Scénario : Luc Brunschwig
Dessin : Stéphane Perger
Éditeur : Glénat
116 pages
Date de sortie :  mai 2019
Genre : fantastique


Sa part d’ombre : être un homme de lumière.

Présentation de l’éditeur

Pitsboro, sud des États-Unis, juillet 1977. Une journée d’été pas tout à fait comme les autres. Les infos annoncent un pic de chaleur jamais atteint depuis plus de trente ans. Billy, jeune employé noir d’un cirque, assiste une tigresse de la troupe mettant bas. Tout le monde assiste, ébahi, au don qui lui permet de maîtriser la bête sauvage. De l’autre côté du pays, à New-York, une gigantesque explosion de lumière survient au cœur de la ville.
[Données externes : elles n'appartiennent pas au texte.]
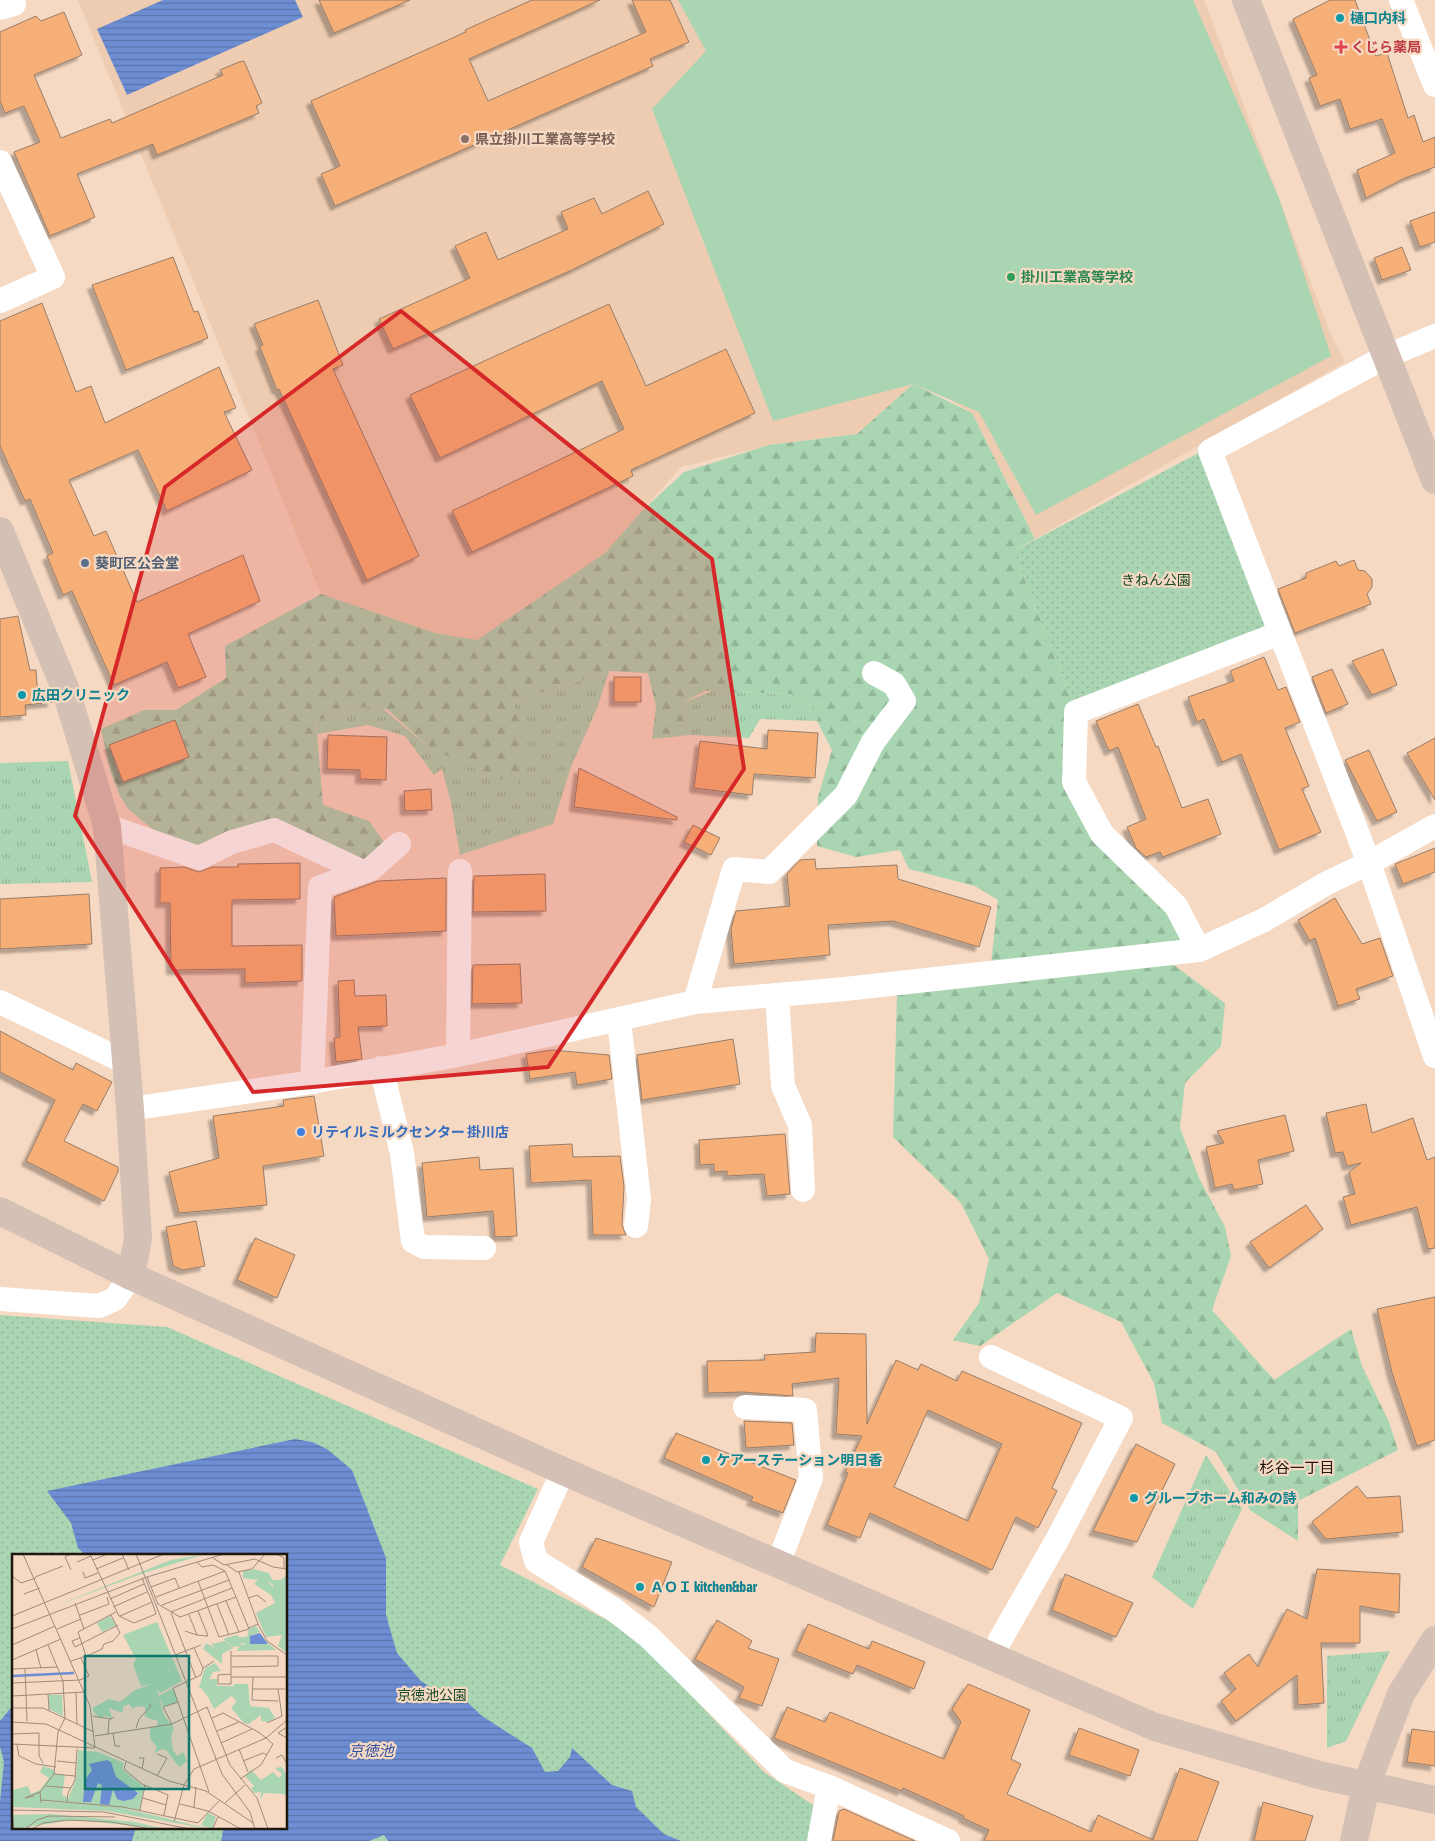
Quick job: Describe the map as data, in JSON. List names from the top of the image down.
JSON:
{
  "districts": ["杉谷一丁目"],
  "water": ["京徳池"],
  "parks": ["きねん公園", "京徳池公園"],
  "places": {
    "other": [
      "樋口内科",
      "県立掛川工業高等学校",
      "掛川工業高等学校",
      "葵町区公会堂",
      "広田クリニック",
      "リテイルミルクセンター 掛川店",
      "ケアーステーション明日香",
      "グループホーム和みの詩",
      "ＡＯＩ kitchen&bar"
    ],
    "health": ["くじら薬局"]
  }
}
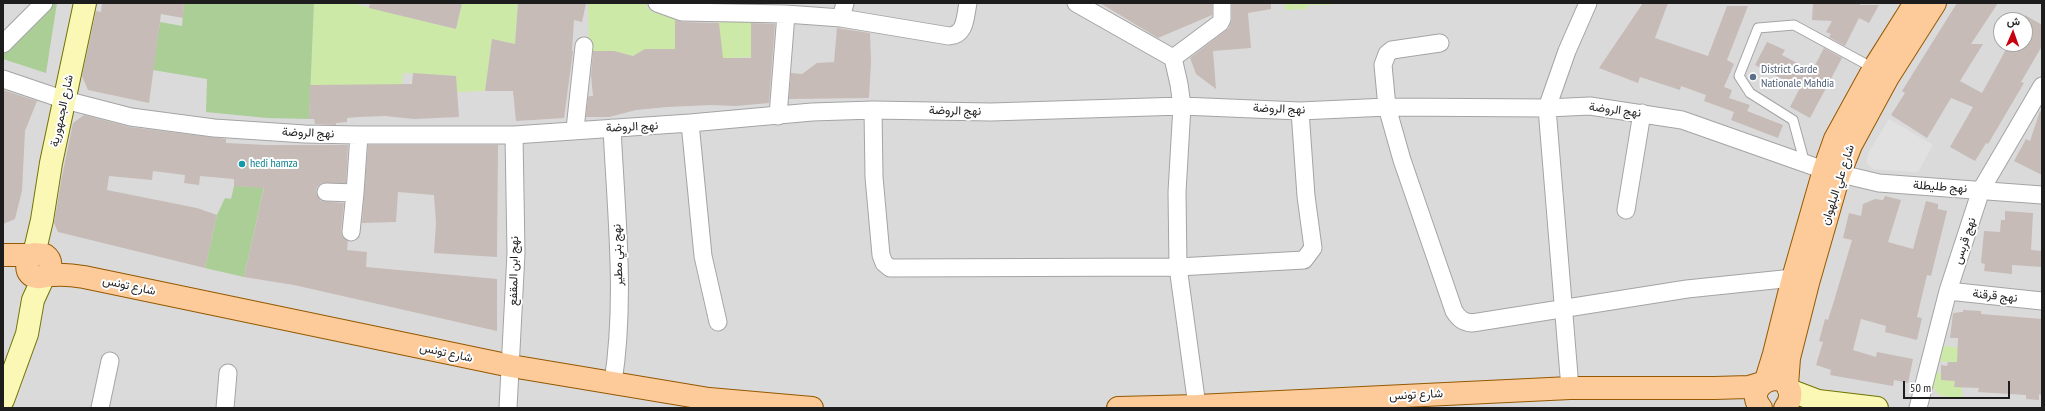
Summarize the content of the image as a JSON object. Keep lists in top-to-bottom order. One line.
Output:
{"streets":{"main road":["شارع الجمهورية","شارع علي البلهوان","شارع تونس"],"street":["نهج الروضة","نهج طليطلة","نهج قربس","نهج بني مطير","نهج ابن المقفع","نهج قرقنة"]},"crossings":[["نهج الروضة","شارع الجمهورية"],["نهج الروضة","شارع علي البلهوان"],["نهج الروضة","نهج طليطلة"],["نهج الروضة","نهج بني مطير"],["نهج الروضة","نهج ابن المقفع"],["شارع الجمهورية","شارع تونس"],["شارع علي البلهوان","نهج طليطلة"],["شارع علي البلهوان","شارع تونس"],["نهج طليطلة","نهج قربس"],["نهج قربس","نهج قرقنة"],["نهج بني مطير","شارع تونس"],["نهج ابن المقفع","شارع تونس"]],"places":["District Garde Nationale Mahdia","hedi hamza"],"scale_bar":"50 m","north":"top"}
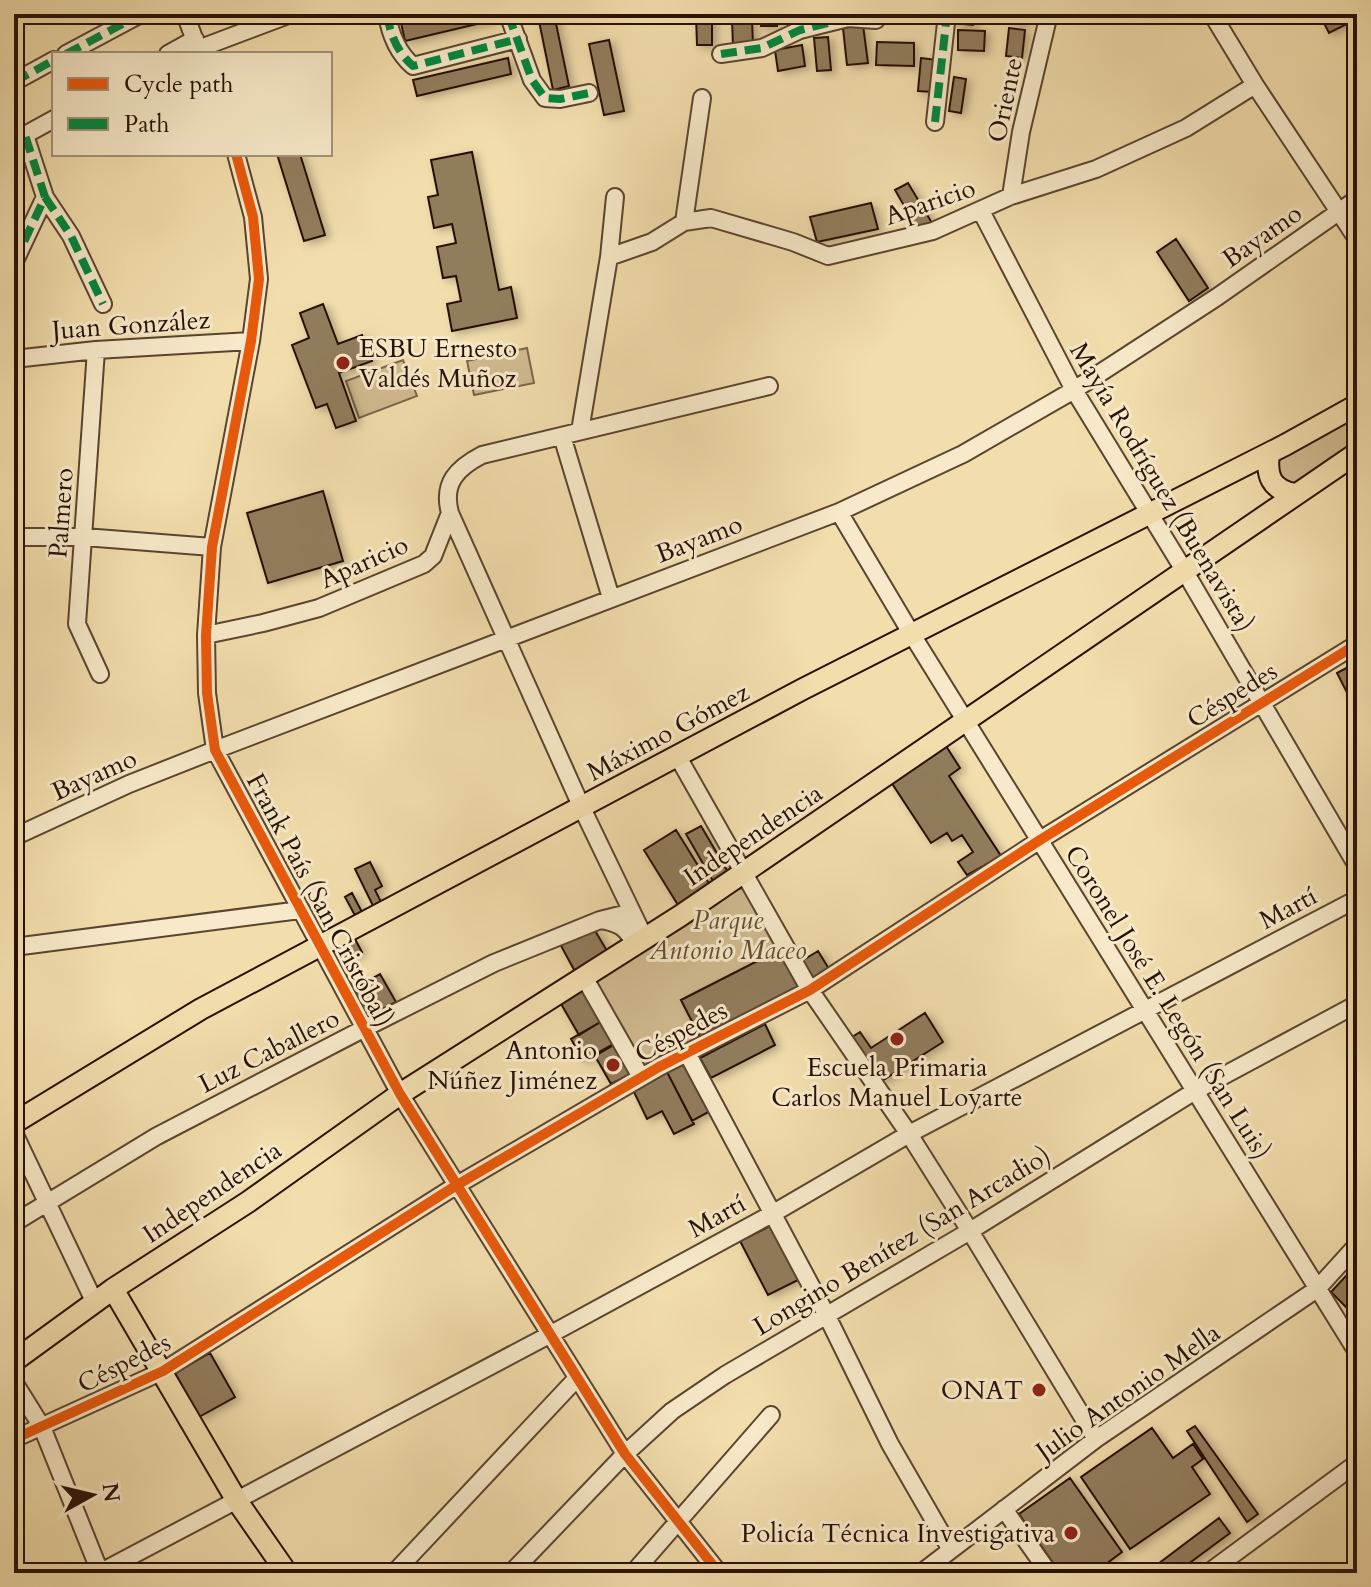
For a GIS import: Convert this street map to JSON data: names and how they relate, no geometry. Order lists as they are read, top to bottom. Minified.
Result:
{"streets":{"main road":["Máximo Gómez","Independencia"],"street":["Oriente","Aparicio","Bayamo","Juan González","Mayía Rodríguez (Buenavista)","Palmero","Céspedes","Frank País (San Cristóbal)","Martí","Coronel José E. Legón (San Luis)","Luz Caballero","Longino Benítez (San Arcadio)","Julio Antonio Mella"]},"crossings":[["Oriente","Aparicio"],["Aparicio","Mayía Rodríguez (Buenavista)"],["Aparicio","Frank País (San Cristóbal)"],["Bayamo","Mayía Rodríguez (Buenavista)"],["Bayamo","Frank País (San Cristóbal)"],["Bayamo","Coronel José E. Legón (San Luis)"],["Juan González","Palmero"],["Juan González","Frank País (San Cristóbal)"],["Mayía Rodríguez (Buenavista)","Céspedes"],["Mayía Rodríguez (Buenavista)","Máximo Gómez"],["Mayía Rodríguez (Buenavista)","Independencia"],["Céspedes","Frank País (San Cristóbal)"],["Céspedes","Coronel José E. Legón (San Luis)"],["Máximo Gómez","Frank País (San Cristóbal)"],["Máximo Gómez","Coronel José E. Legón (San Luis)"],["Independencia","Frank País (San Cristóbal)"],["Independencia","Coronel José E. Legón (San Luis)"],["Frank País (San Cristóbal)","Martí"],["Frank País (San Cristóbal)","Luz Caballero"],["Frank País (San Cristóbal)","Longino Benítez (San Arcadio)"],["Martí","Coronel José E. Legón (San Luis)"],["Coronel José E. Legón (San Luis)","Longino Benítez (San Arcadio)"],["Coronel José E. Legón (San Luis)","Julio Antonio Mella"]],"parks":["Parque Antonio Maceo"],"places":["ESBU Ernesto Valdés Muñoz","Escuela Primaria Carlos Manuel Loyarte","Antonio Núñez Jiménez","ONAT","Policía Técnica Investigativa"],"legend":["Cycle path","Path"],"north":"right"}
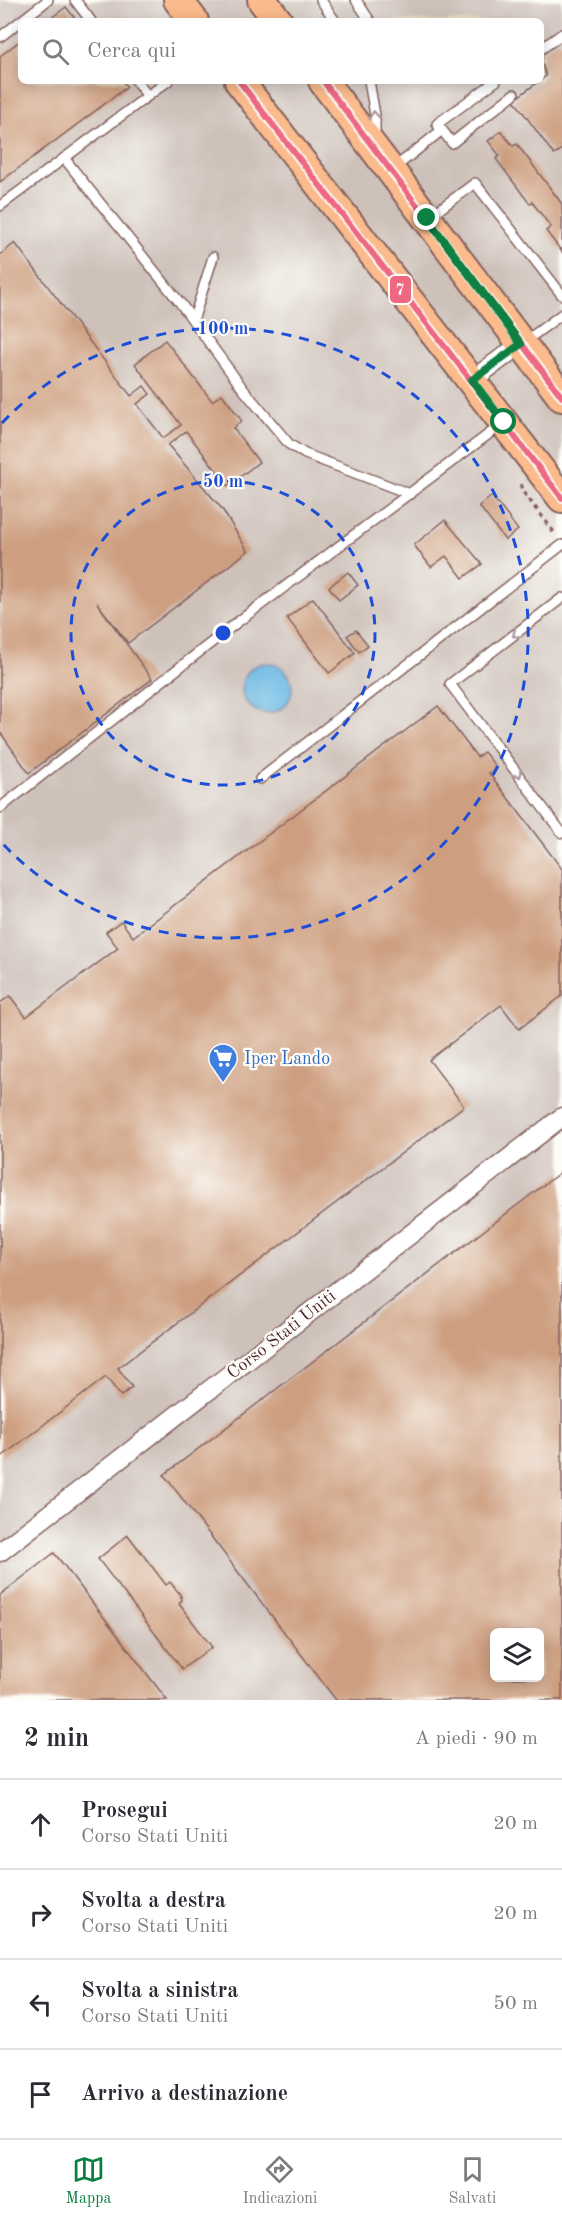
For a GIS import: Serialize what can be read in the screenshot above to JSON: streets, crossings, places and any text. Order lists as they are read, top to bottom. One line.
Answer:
{"streets":{"street":["Corso Stati Uniti"]},"places":{"supermarket":["Iper Lando"]},"lines":["transit line 7"],"page":{"search":"Cerca qui","heading":["2 min","A piedi · 90 m"],"list":[["Prosegui","Corso Stati Uniti","20 m"],["Svolta a destra","Corso Stati Uniti","20 m"],["Svolta a sinistra","Corso Stati Uniti","50 m"],"Arrivo a destinazione"],"nav":["Mappa","Indicazioni","Salvati"]},"rings":["100 m","50 m"]}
Tout dans un rayon de plusieurs centaines de mètres a été littéralement anéanti. Tout, sauf un homme, indemne, au milieu des décombres. Cet homme, c’est Darby McKinley, admis quelques semaines plus tôt à la clinique d’où provient l’épicentre de l’explosion. Ce serait donc lui l’origine du phénomène. Reste à savoir d’où lui vient ce pouvoir. Et ce qu’il compte en faire…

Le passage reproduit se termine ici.